IN British polity, is the people's choice of their representatives in parliament. In this consists the exercise of the democratical part of our constitution: for in a democracy there can be no exercise of sovereignty but by suffrage, which is the declaration of the people's will. In all democracies, therefore, it is of the utmost importance to regulate by whom, and in what manner, the suffrages are to be given. And the Athenians were so justly jealous of this prerogative, that a stranger, who interfered in the assemblies of the people, was punished by their laws with death; because such a man was esteemed guilty of high treason, by usurping those rights of sovereignty to which he had no title.
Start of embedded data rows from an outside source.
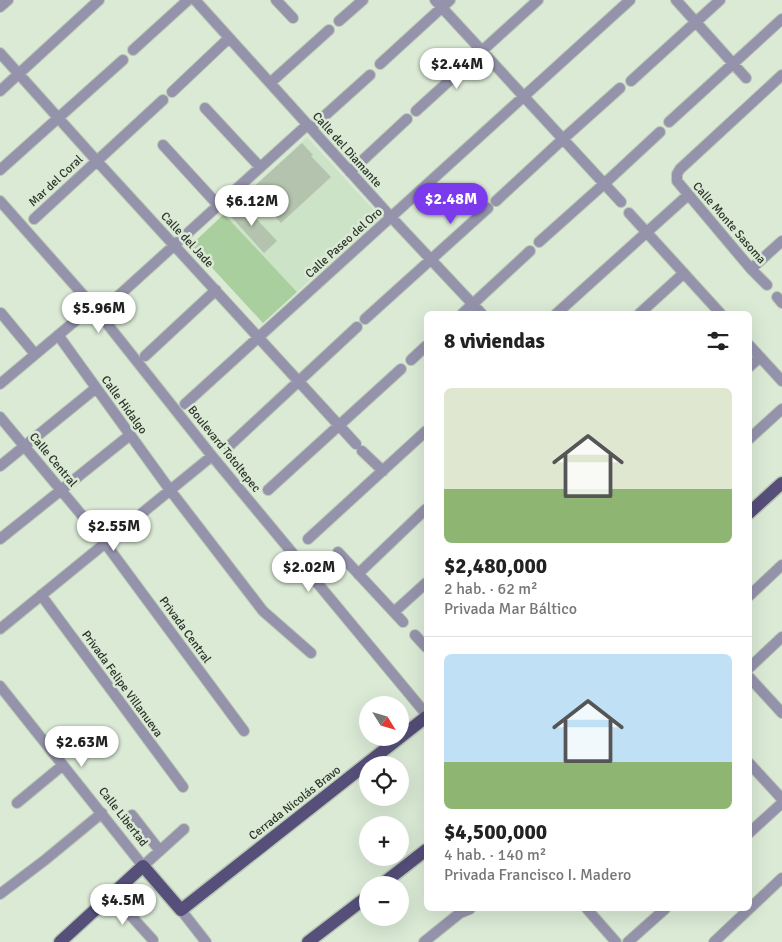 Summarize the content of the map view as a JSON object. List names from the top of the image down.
{
  "streets": {
    "main road": ["Cerrada Nicolás Bravo", "Calle Libertad"],
    "street": [
      "Calle del Diamante",
      "Mar del Coral",
      "Calle Monte Sasoma",
      "Calle del Jade",
      "Calle Paseo del Oro",
      "Calle Hidalgo",
      "Boulevard Totoltepec",
      "Calle Central",
      "Privada Central",
      "Privada Felipe Villanueva"
    ]
  },
  "crossings": [
    ["Calle del Diamante", "Calle Paseo del Oro"],
    ["Mar del Coral", "Calle del Jade"],
    ["Calle del Jade", "Calle Paseo del Oro"],
    ["Calle Central", "Privada Central"],
    ["Cerrada Nicolás Bravo", "Calle Libertad"]
  ],
  "north": "bottom right",
  "page": {
    "price": [
      "$2.44M",
      "$2.48M",
      "$6.12M",
      "$5.96M",
      "$2.55M",
      "$2.02M",
      "$2.63M",
      "$4.5M"
    ],
    "heading": "8 viviendas",
    "list": [
      {
        "name": "$2,480,000",
        "note": "2 hab. · 62 m² · Privada Mar Báltico"
      },
      {
        "name": "$4,500,000",
        "note": "4 hab. · 140 m² · Privada Francisco I. Madero"
      }
    ],
    "map_buttons": ["+", "−"]
  }
} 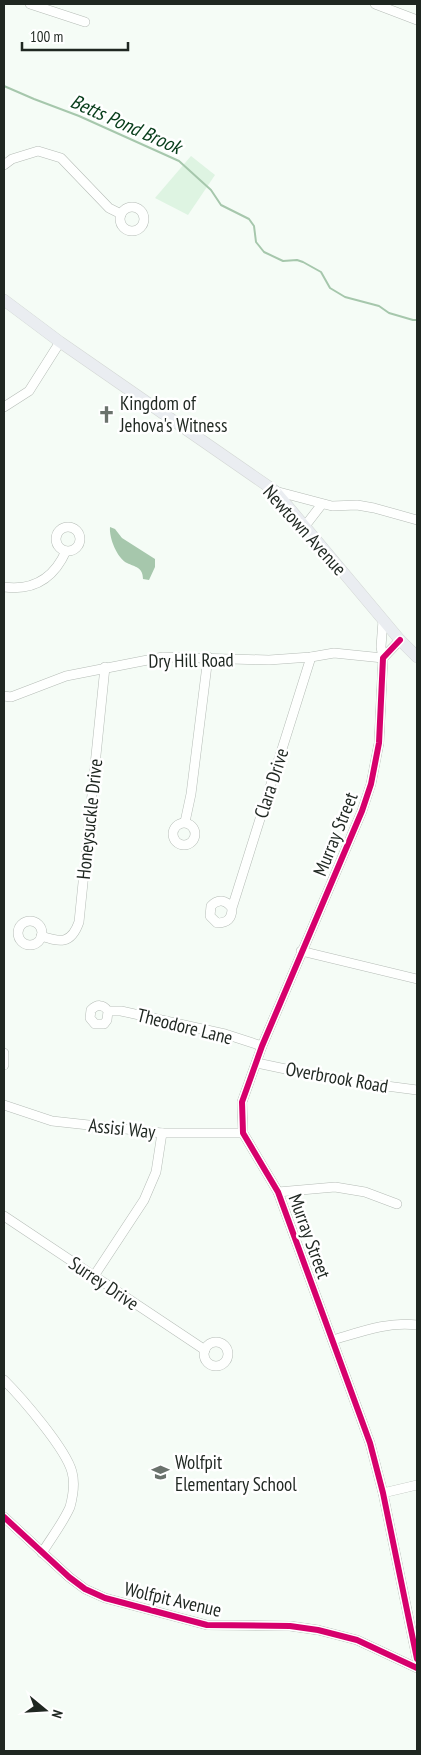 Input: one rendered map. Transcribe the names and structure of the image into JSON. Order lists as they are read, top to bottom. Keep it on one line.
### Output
{"streets":{"main road":["Newtown Avenue"],"street":["Dry Hill Road","Clara Drive","Honeysuckle Drive","Murray Street","Theodore Lane","Overbrook Road","Assisi Way","Surrey Drive","Wolfpit Avenue"]},"crossings":[["Newtown Avenue","Murray Street"],["Dry Hill Road","Clara Drive"],["Dry Hill Road","Honeysuckle Drive"],["Dry Hill Road","Murray Street"],["Murray Street","Theodore Lane"],["Murray Street","Overbrook Road"],["Murray Street","Assisi Way"]],"water":["Betts Pond Brook"],"places":{"church":["Kingdom of Jehova's Witness"],"school or university":["Wolfpit Elementary School"]},"scale_bar":"100 m","north":"right"} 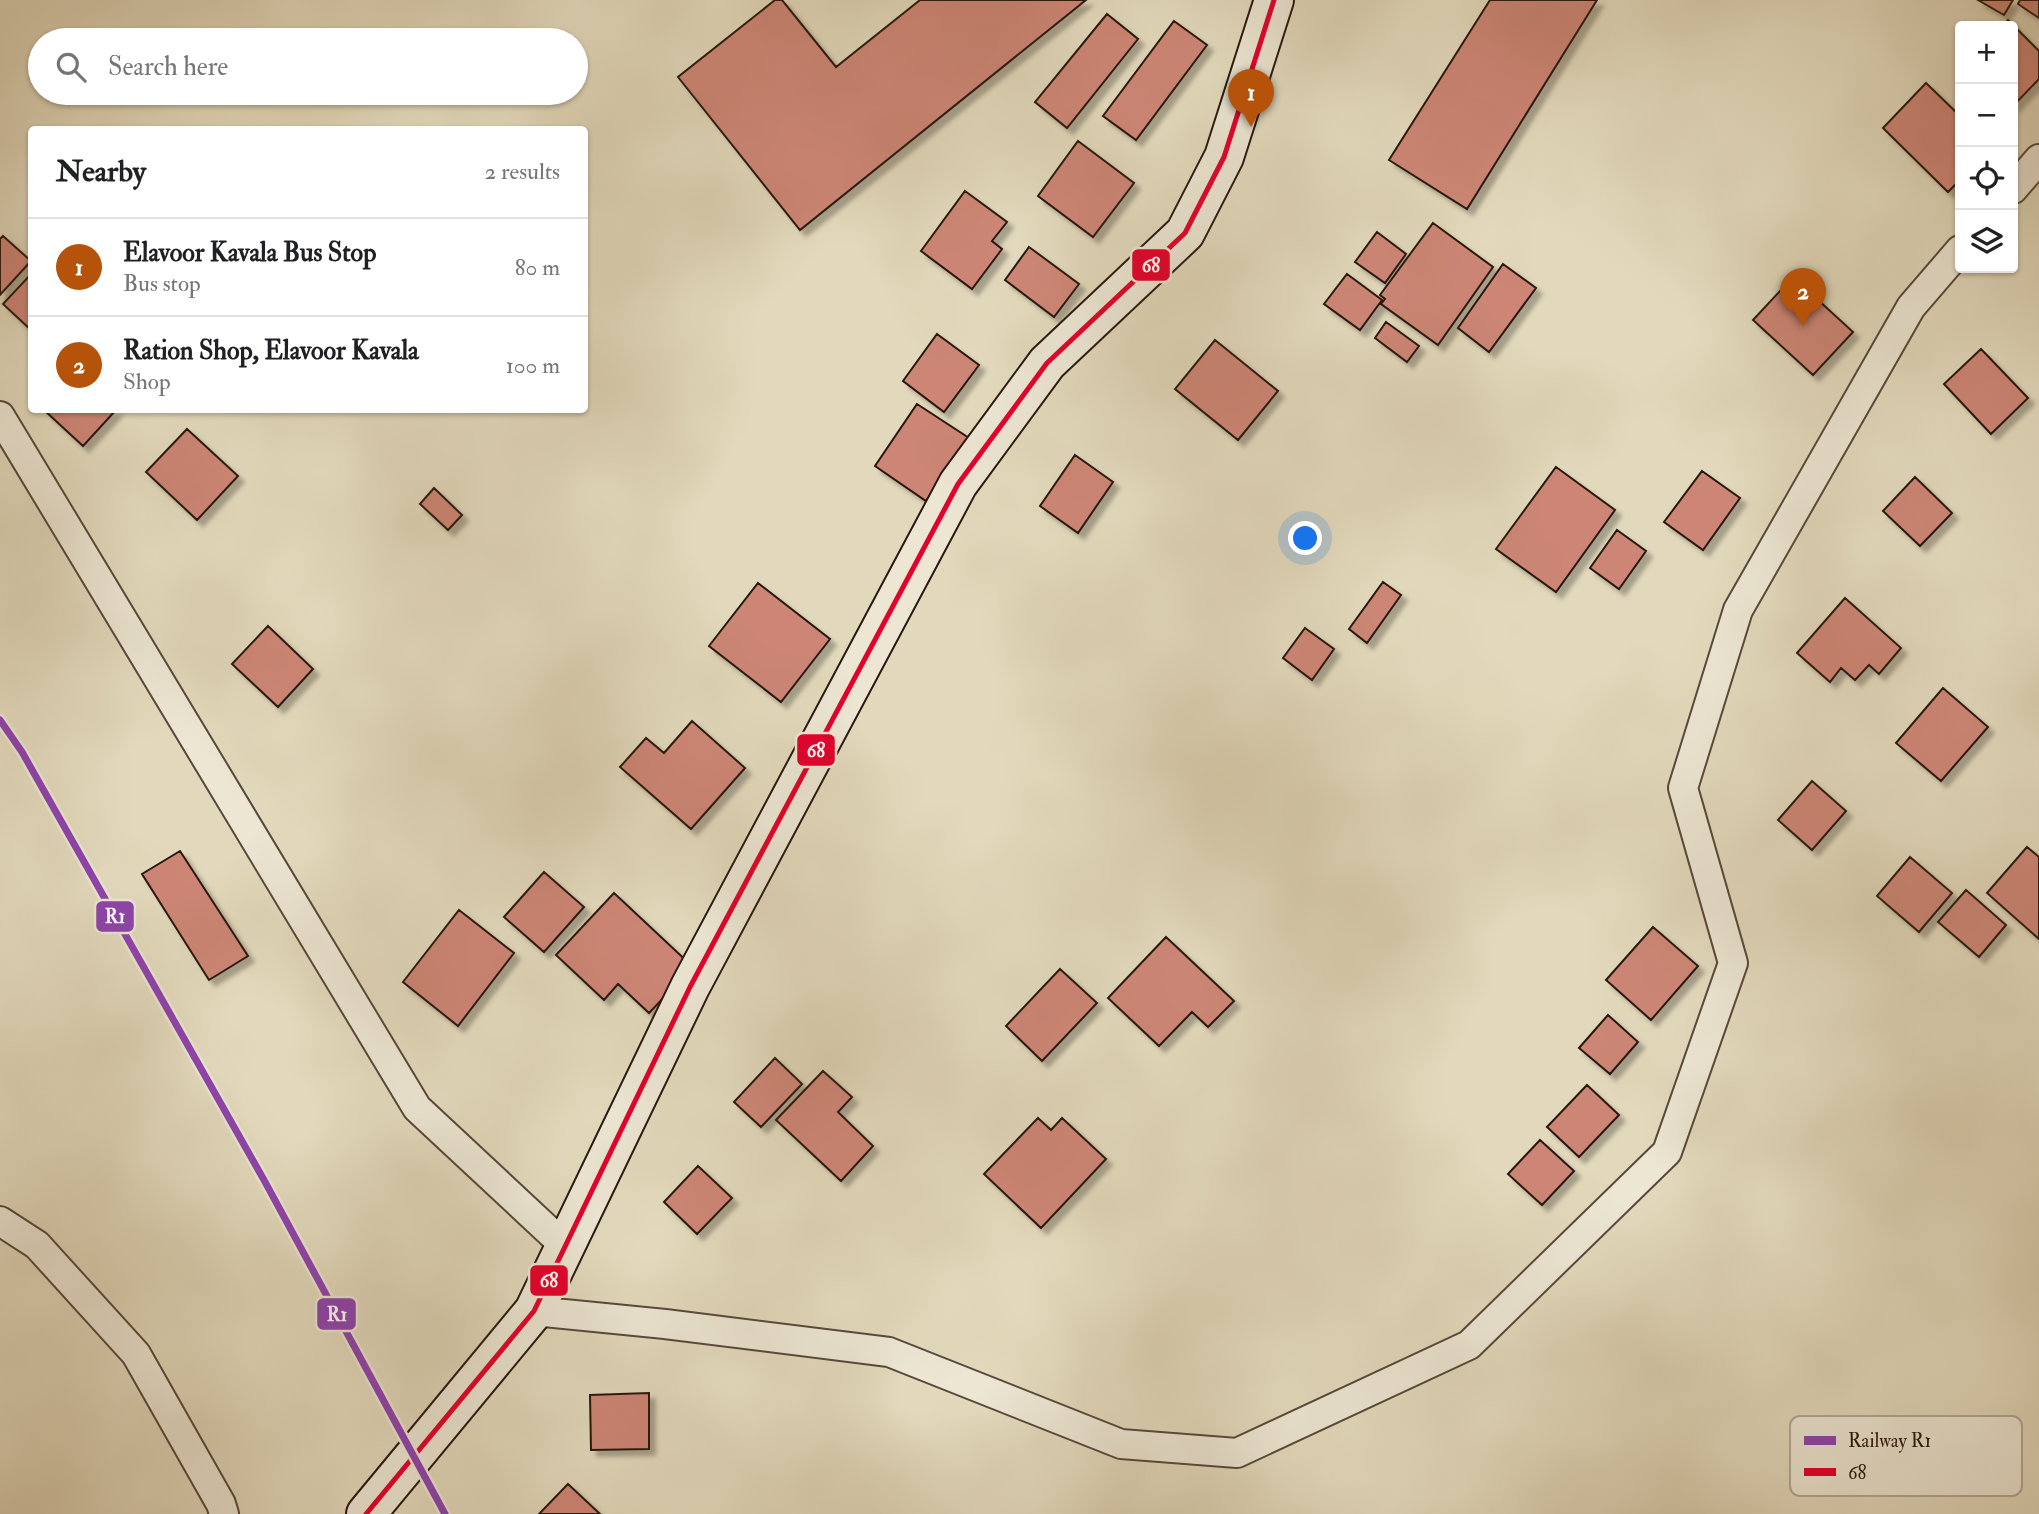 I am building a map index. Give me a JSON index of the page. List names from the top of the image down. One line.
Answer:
{"lines":["transit line 68","rail line R1"],"legend":["Railway R1","68"],"page":{"map_buttons":["+","−"],"search":"Search here","pins":["1","2"],"heading":["Nearby","2 results"],"list":[{"mark":"1","name":"Elavoor Kavala Bus Stop","note":"Bus stop","value":"80 m"},{"mark":"2","name":"Ration Shop, Elavoor Kavala","note":"Shop","value":"100 m"}]}}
In Britain, says Blackstone, where the people do not debate in a collective body, but by representation, the exercise of this sovereignty consists in the choice of representatives. The laws have therefore very strictly guarded against usurpation or abuse of this power, by many salutary provisions; which may be reduced to these three points, 1. The qualifications of the electors. 2. The qualifications of the elected. 3. The proceedings at elections.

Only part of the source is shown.